A: Currently, supported audio formats include: flac, mp3, mp4, mpeg, mpga, m4a, ogg, wav, and webm. Please ensure your file format matches the file extension.
Q2: Why is the transcription sometimes slow, or the first few words are inaccurate?
A: This usually happens because the model is trying to auto-detect the audio language. It is highly recommended to pass the language parameter in your request (using the ISO-639-1 standard, e.g., zh for Chinese, en for English). This not only reduces processing latency but also significantly improves transcription accuracy.
Q3: How can I make the model recognize specific proper nouns or industry jargon?
A: You can use the prompt parameter. Pass the proper nouns, names, or specific punctuation styles you want the model to accurately recognize as a text string into the prompt. The model will reference this context and style during transcription. Note: The language of the prompt must match the language of the audio.
Q4: What is the difference between choosing json and text for response_format?
A:
- Choosing
json(default): The API returns a standard JSON object{"text": "transcribed text"}, which is the easiest to parse in most backend applications. - Choosing
text: The API returns a plain text string directly (Content-Type: text/plain) without an outer JSON structure.

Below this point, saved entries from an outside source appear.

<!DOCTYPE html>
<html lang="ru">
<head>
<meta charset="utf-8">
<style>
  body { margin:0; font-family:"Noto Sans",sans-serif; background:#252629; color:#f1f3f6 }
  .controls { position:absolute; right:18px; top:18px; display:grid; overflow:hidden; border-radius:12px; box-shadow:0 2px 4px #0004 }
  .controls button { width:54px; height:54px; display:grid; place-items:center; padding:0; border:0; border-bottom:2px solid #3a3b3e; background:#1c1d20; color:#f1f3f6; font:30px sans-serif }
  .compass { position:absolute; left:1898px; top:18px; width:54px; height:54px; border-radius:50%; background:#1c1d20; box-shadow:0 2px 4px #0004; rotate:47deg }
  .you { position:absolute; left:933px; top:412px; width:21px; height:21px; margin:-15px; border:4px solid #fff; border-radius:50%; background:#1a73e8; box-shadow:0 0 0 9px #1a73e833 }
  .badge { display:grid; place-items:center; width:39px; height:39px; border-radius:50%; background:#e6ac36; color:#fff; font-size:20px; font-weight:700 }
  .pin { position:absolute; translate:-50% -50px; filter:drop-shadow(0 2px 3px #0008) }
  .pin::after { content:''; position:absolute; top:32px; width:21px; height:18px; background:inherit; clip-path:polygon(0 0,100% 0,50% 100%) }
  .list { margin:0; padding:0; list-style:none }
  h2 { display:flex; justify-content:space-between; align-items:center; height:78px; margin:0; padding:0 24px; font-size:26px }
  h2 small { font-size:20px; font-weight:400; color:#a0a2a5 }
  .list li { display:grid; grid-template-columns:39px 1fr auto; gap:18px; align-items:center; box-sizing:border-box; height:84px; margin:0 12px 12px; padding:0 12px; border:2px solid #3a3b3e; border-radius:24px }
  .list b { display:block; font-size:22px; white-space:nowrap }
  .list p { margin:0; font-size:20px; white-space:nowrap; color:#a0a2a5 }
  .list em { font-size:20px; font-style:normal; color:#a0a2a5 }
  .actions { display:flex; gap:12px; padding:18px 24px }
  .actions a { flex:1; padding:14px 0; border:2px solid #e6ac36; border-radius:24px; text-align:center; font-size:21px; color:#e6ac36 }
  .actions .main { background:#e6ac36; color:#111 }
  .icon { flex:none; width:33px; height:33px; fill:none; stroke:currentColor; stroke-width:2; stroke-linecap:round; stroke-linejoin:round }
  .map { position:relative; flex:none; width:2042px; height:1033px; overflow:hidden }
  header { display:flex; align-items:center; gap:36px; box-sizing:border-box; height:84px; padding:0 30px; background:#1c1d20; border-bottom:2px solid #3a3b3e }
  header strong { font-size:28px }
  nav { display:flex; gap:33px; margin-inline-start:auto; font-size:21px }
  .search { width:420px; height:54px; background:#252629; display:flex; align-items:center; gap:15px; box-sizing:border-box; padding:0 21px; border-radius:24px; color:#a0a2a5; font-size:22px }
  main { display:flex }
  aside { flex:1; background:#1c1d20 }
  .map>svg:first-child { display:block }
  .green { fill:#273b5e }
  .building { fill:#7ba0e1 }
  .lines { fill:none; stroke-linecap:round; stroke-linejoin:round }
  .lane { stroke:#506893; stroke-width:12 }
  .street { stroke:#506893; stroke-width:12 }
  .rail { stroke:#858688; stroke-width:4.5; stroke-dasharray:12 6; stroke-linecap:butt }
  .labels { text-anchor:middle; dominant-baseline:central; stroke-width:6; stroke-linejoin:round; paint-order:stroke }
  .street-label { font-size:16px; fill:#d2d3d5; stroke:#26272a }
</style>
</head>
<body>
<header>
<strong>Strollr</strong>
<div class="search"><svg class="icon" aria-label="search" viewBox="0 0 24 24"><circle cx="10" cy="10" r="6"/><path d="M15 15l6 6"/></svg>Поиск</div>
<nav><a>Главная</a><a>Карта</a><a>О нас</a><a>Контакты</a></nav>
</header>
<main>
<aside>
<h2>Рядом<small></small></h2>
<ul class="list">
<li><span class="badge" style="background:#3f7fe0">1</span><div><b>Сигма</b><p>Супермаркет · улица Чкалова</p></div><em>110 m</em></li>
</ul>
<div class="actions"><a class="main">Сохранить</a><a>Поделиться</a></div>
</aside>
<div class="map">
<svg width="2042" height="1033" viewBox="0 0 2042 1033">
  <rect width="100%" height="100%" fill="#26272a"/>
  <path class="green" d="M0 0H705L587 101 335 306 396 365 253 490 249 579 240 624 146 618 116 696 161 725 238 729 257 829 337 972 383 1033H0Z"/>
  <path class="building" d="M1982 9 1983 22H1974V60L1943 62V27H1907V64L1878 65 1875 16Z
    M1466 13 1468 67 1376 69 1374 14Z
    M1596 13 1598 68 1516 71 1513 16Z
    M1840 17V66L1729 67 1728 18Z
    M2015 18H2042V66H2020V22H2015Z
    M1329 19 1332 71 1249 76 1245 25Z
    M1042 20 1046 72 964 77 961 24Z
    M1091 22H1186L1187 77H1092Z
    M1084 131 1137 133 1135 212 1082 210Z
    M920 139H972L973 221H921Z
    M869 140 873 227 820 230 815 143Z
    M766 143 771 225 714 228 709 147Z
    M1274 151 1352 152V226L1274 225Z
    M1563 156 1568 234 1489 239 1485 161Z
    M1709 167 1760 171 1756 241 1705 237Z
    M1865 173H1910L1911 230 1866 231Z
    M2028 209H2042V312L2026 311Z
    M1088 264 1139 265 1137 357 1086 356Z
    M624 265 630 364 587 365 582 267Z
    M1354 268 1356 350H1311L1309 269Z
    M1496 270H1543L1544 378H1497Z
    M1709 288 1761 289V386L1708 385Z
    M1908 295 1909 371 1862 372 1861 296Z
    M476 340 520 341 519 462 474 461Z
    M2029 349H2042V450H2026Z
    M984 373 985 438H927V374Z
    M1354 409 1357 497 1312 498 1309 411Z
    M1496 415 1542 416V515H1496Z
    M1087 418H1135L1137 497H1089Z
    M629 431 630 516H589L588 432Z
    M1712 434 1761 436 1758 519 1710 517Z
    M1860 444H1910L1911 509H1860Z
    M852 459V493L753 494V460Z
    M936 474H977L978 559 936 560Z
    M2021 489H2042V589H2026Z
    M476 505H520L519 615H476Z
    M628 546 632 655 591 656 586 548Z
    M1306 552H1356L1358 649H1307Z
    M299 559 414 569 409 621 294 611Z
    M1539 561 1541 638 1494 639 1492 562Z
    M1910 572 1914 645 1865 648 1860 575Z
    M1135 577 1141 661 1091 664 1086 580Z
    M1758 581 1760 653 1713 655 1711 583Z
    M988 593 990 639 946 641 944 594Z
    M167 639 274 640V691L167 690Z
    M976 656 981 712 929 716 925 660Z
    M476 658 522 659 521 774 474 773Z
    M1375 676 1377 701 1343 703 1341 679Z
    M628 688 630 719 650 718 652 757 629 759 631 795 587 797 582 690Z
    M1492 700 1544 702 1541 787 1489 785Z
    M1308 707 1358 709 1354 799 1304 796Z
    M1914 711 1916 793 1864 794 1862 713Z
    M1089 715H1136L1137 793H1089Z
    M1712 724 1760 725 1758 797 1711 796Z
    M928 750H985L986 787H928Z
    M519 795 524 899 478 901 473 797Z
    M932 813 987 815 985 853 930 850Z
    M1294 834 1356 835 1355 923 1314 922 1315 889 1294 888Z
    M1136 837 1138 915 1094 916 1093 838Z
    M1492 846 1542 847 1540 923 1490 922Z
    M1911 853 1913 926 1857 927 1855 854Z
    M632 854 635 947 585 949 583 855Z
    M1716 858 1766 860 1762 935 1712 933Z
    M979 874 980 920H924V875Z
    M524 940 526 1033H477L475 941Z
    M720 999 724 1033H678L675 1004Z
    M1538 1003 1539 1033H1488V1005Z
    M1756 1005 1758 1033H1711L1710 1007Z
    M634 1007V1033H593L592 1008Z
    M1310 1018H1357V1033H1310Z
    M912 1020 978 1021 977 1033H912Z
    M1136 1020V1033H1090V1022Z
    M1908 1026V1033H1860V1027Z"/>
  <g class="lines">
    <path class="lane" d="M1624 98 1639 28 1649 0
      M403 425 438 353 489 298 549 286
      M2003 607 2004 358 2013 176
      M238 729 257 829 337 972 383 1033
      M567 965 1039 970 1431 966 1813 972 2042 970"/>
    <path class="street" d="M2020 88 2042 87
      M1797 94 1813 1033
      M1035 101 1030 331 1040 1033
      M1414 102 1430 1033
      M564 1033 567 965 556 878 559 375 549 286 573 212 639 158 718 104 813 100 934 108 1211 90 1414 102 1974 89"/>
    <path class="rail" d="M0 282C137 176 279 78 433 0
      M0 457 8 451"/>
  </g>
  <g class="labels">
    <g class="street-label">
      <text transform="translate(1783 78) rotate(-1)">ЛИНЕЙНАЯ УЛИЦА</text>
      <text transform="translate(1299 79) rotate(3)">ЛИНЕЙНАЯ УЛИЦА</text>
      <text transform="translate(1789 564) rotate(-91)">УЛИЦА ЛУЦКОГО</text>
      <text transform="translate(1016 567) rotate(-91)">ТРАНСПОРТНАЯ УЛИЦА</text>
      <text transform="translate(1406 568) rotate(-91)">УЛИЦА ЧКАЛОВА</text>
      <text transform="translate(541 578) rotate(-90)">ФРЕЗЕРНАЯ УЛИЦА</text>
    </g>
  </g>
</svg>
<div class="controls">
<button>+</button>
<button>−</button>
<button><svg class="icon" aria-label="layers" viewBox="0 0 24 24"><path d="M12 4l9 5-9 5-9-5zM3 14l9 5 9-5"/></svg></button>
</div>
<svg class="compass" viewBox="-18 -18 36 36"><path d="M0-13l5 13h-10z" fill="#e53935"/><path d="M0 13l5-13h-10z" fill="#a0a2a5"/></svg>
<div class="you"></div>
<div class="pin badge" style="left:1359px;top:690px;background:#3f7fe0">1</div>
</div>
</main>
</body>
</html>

This is suitable for lightweight scripts that only need the raw text content.
Q5: How should I set the temperature parameter?

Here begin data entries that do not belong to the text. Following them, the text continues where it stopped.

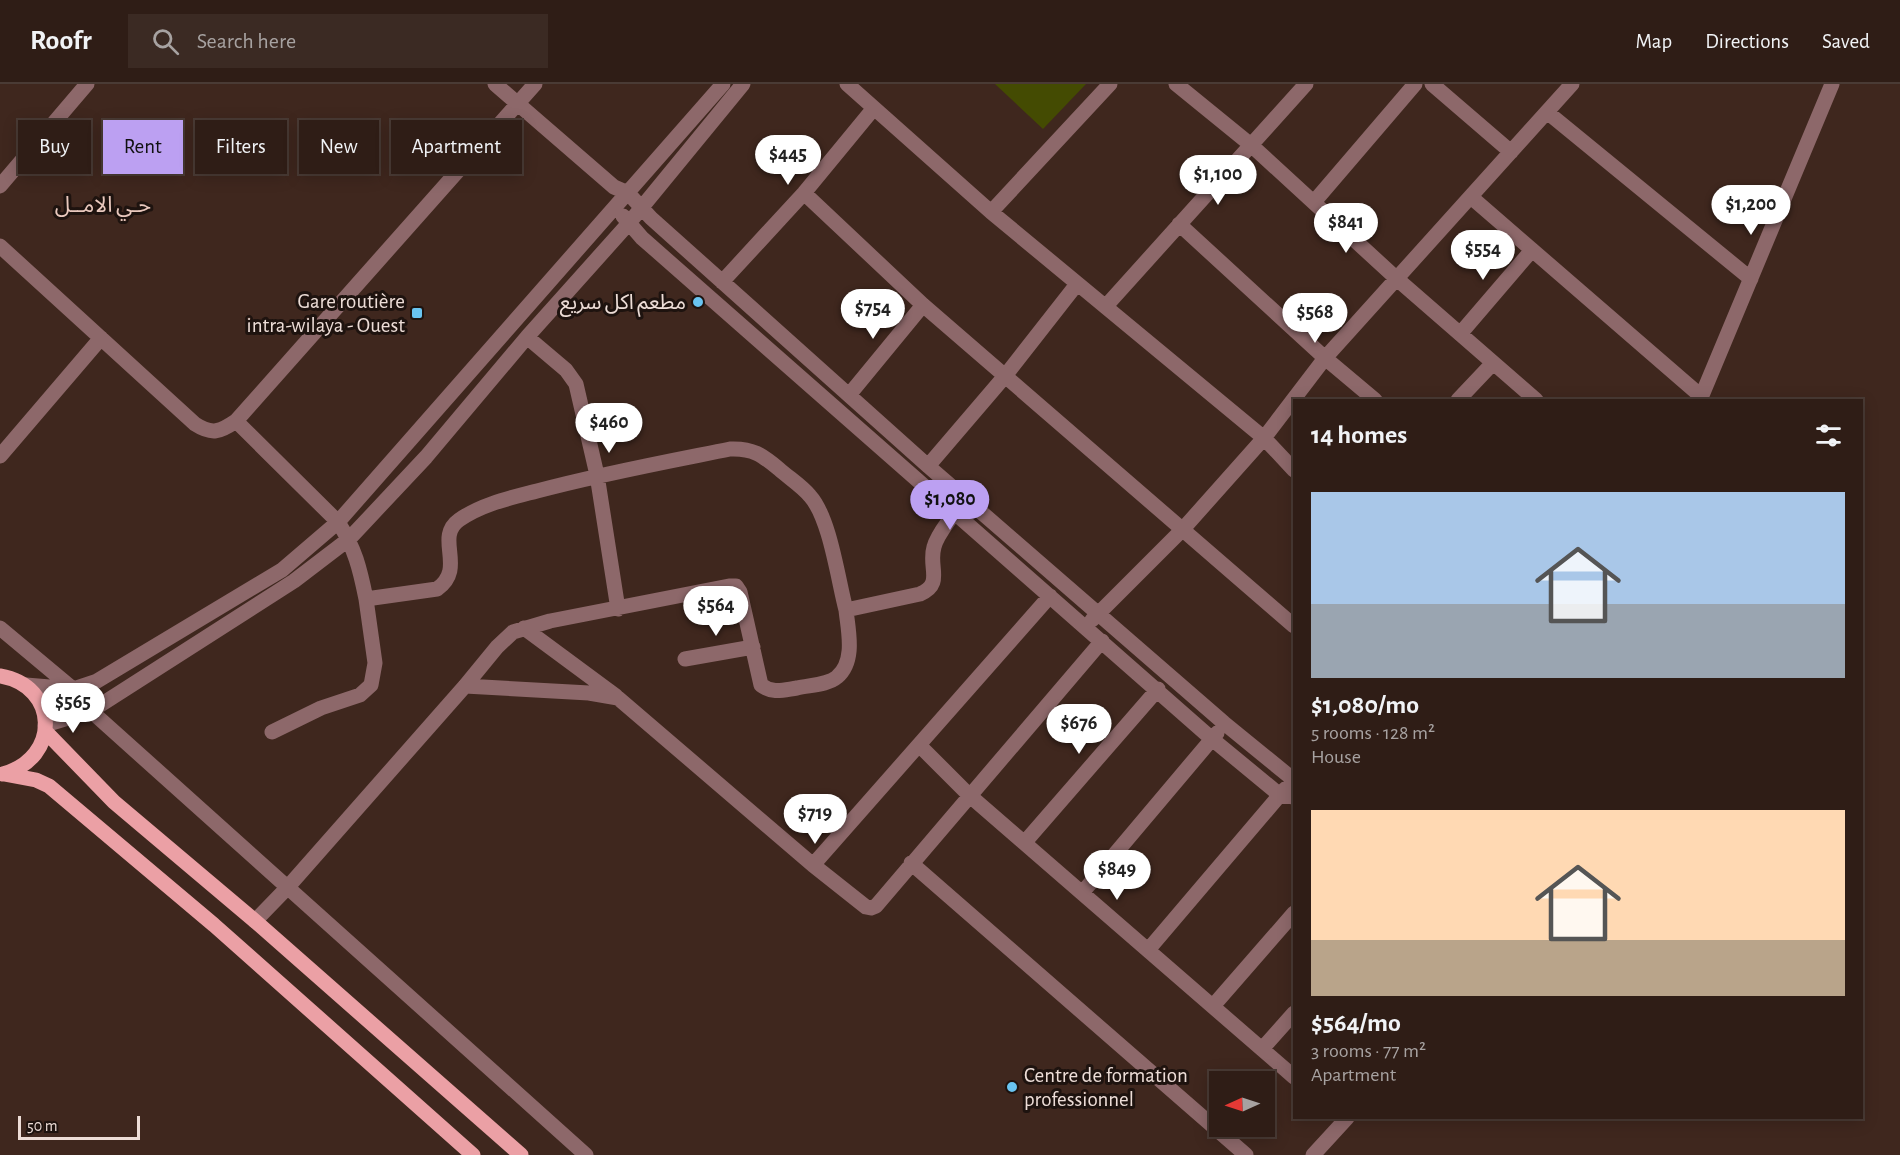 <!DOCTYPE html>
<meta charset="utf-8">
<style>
body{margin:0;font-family:"Alegreya Sans","Noto Sans Arabic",sans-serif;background:#3b2a23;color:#f1f3f6;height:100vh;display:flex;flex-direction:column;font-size:22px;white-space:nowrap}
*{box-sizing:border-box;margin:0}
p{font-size:20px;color:#a7a2a1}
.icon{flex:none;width:33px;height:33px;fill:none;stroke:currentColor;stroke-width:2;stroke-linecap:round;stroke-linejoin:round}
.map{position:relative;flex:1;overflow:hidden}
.panel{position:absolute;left:1293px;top:315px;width:570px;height:720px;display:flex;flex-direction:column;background:#2f1d16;border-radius:0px;box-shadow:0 3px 15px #0003,0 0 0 2px #4a3b35}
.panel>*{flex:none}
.banner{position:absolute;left:18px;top:36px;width:570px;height:54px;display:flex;gap:12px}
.needle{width:39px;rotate:267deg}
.tools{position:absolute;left:1209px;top:987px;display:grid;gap:12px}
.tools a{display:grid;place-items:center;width:66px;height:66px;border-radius:0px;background:#2f1d16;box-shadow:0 3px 15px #0003,0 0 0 2px #4a3b35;font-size:30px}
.scale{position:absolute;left:18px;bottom:15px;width:122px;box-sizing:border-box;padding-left:6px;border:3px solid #edddd7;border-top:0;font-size:16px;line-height:21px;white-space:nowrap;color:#edddd7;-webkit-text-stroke:4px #1e130f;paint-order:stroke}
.price{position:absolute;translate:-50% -51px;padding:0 14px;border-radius:21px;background:#fff;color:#222;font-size:20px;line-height:39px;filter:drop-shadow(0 2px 3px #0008)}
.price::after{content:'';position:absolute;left:50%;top:36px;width:18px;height:14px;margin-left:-9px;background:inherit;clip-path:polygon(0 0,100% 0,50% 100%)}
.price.active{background:#bca0f2;color:#111}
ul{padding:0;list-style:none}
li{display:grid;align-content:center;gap:12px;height:318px;padding:0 18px}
li span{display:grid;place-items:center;height:186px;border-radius:0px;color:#555}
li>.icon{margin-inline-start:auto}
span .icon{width:108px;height:108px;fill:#fffc;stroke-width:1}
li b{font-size:26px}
h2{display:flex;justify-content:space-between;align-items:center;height:72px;padding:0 18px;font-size:26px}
.tag{padding:0 21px;border-radius:0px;background:#2f1d16;box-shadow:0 3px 15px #0003,0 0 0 2px #4a3b35;font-size:21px;line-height:54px}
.tag.active{background:#bca0f2;color:#111}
header{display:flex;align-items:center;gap:36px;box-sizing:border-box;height:84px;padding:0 30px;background:#2f1d16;border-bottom:2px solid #4a3b35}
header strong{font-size:28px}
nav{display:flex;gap:33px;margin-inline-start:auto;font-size:21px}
.search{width:420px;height:54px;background:#3b2a23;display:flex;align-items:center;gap:15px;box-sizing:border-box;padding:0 21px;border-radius:0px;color:#a7a2a1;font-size:22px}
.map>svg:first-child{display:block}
.green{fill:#444b02}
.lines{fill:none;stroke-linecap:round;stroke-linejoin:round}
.minor{stroke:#8d686a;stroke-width:15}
.major{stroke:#eba0a5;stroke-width:15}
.poi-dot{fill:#69c4f1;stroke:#1e130f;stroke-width:2}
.labels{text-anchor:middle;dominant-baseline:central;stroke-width:6;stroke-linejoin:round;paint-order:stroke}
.poi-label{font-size:21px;fill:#edddd7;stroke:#1e130f;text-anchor:end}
.neighbourhood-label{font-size:22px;fill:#e9c8bd;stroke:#1e130f}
</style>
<header>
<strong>Roofr</strong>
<div class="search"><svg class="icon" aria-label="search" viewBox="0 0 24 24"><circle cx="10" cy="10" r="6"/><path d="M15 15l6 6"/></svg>Search here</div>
<nav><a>Map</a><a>Directions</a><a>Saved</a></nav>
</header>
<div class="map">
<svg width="1900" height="1071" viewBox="0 0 1900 1071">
<rect width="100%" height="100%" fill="#3f271e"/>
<path class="green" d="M995,0H1086L1043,45Z"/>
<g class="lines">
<path class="minor" d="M495,0L614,103L628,109L651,134L928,382L1224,639L1294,696
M847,0L991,128L1264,354L1294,386
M1176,0L1251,61L1397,195L1536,316
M1432,0L1511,68
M1547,28L1751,195
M0,102L87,0
M804,109L923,221L1294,542
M1471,113L1702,313
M1314,118L1415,0
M991,128L1110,0
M623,132L642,154L1212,655L1280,711L1294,713
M1179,140L1325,274L1375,316
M0,162L195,340C212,351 220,348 236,337L535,0
M722,198L804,109L874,24
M1106,222L1306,0
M1460,250L1532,166
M527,253L566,286L576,300L597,391L618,525
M849,311L923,221
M1458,316L1493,279
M1700,316L1832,0
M236,337L338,438C355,464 360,485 366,515
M0,372L101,254
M928,382L1005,292L1077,200
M1092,536L1183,445L1264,354L1325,274L1572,0
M0,544L73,605
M524,544L616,612
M685,575L753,563
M26,601L73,605L97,597L282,486L338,438L723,0
M465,602L589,609L618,614L813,781L866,823L871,824L876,822L1102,557
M91,627L586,1071
M45,641L91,627L294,497L349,455L426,373L527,253L629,139L743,0
M272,648L321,624L360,611L371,601L375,579L366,515L437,505C467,484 434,454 459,436C482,420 510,414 537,407C600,390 665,378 730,365C753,364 762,371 779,385C789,394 802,402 810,412C830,434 838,496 846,526
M920,662L969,711L1294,993
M1025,758L1158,605
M911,779L1246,1071
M813,781L1050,512
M1082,809L1217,649
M255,837L287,804L465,602L497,563L513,548L550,537L729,502H736L740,508L761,601C773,610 783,606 797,604C809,601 828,601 837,593C856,577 848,546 846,526L920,510C944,500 928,483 934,463C937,451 947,440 954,429
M1148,866L1285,705
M1213,922L1294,829
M1262,965L1294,929
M1313,1071L1347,1034"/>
<path class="major" d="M0,592C59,602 61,674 3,690
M45,647L114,718L255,837L521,1071
M4,690L36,696L49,702L214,841L473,1071"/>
</g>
<g class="poi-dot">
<circle cx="698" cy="218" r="6"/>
<rect x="411" y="223" width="12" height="12" rx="3"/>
<circle cx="1012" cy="1003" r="6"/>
</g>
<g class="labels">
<g class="poi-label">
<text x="405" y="217">Gare routière<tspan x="405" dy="24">intra-wilaya - Ouest</tspan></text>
<text x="686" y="218">مطعم اكل سريع</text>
<text x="1024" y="991" text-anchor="start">Centre de formation<tspan x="1024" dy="24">professionnel</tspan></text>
</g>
<g class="neighbourhood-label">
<text x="103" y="121">حـي الامــل</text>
</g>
</g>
</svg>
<div class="tools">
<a><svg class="needle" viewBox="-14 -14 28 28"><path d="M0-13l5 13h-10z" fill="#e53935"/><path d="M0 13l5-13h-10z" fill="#a7a2a1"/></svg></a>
</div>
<div class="scale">50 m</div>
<b class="price" style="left:788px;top:102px">$445</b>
<b class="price" style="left:1218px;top:122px">$1,100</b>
<b class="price" style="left:1751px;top:152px">$1,200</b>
<b class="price" style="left:1346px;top:170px">$841</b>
<b class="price" style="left:1483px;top:197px">$554</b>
<b class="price" style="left:873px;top:256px">$754</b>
<b class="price" style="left:1315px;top:260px">$568</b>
<b class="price" style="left:609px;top:370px">$460</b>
<b class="price active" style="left:950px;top:447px">$1,080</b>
<b class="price" style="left:716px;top:553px">$564</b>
<b class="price" style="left:73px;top:650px">$565</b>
<b class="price" style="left:1079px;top:671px">$676</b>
<b class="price" style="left:815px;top:761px">$719</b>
<b class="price" style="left:1117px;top:817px">$849</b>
<div class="banner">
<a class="tag">Buy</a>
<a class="tag active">Rent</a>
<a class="tag">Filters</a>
<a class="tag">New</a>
<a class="tag">Apartment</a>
</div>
<section class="panel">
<h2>14 homes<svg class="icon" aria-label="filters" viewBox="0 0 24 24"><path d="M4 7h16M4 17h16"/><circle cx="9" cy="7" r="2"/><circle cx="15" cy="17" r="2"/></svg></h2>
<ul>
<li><span style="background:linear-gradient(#a9c7e8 60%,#9aa5b1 0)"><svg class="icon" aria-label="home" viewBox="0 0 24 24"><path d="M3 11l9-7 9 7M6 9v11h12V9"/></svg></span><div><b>$1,080/mo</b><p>5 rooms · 128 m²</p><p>House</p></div></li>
<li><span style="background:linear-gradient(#ffd9b3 70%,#b9a48a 0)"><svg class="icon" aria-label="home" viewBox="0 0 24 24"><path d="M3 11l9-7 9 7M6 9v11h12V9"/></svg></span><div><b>$564/mo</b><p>3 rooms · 77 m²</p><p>Apartment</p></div></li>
</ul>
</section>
</div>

A: For most transcription scenarios, it is recommended to keep the default value of 0. Under this setting, the model prioritizes outputting the most logical and deterministic text. If your audio contains heavy background noise or non-standard pronunciation that causes "hallucinations" or missing words under default settings, you can try slightly increasing the temperature (e.g., 0.2 to 0.4) to give the model more flexibility in its predictions.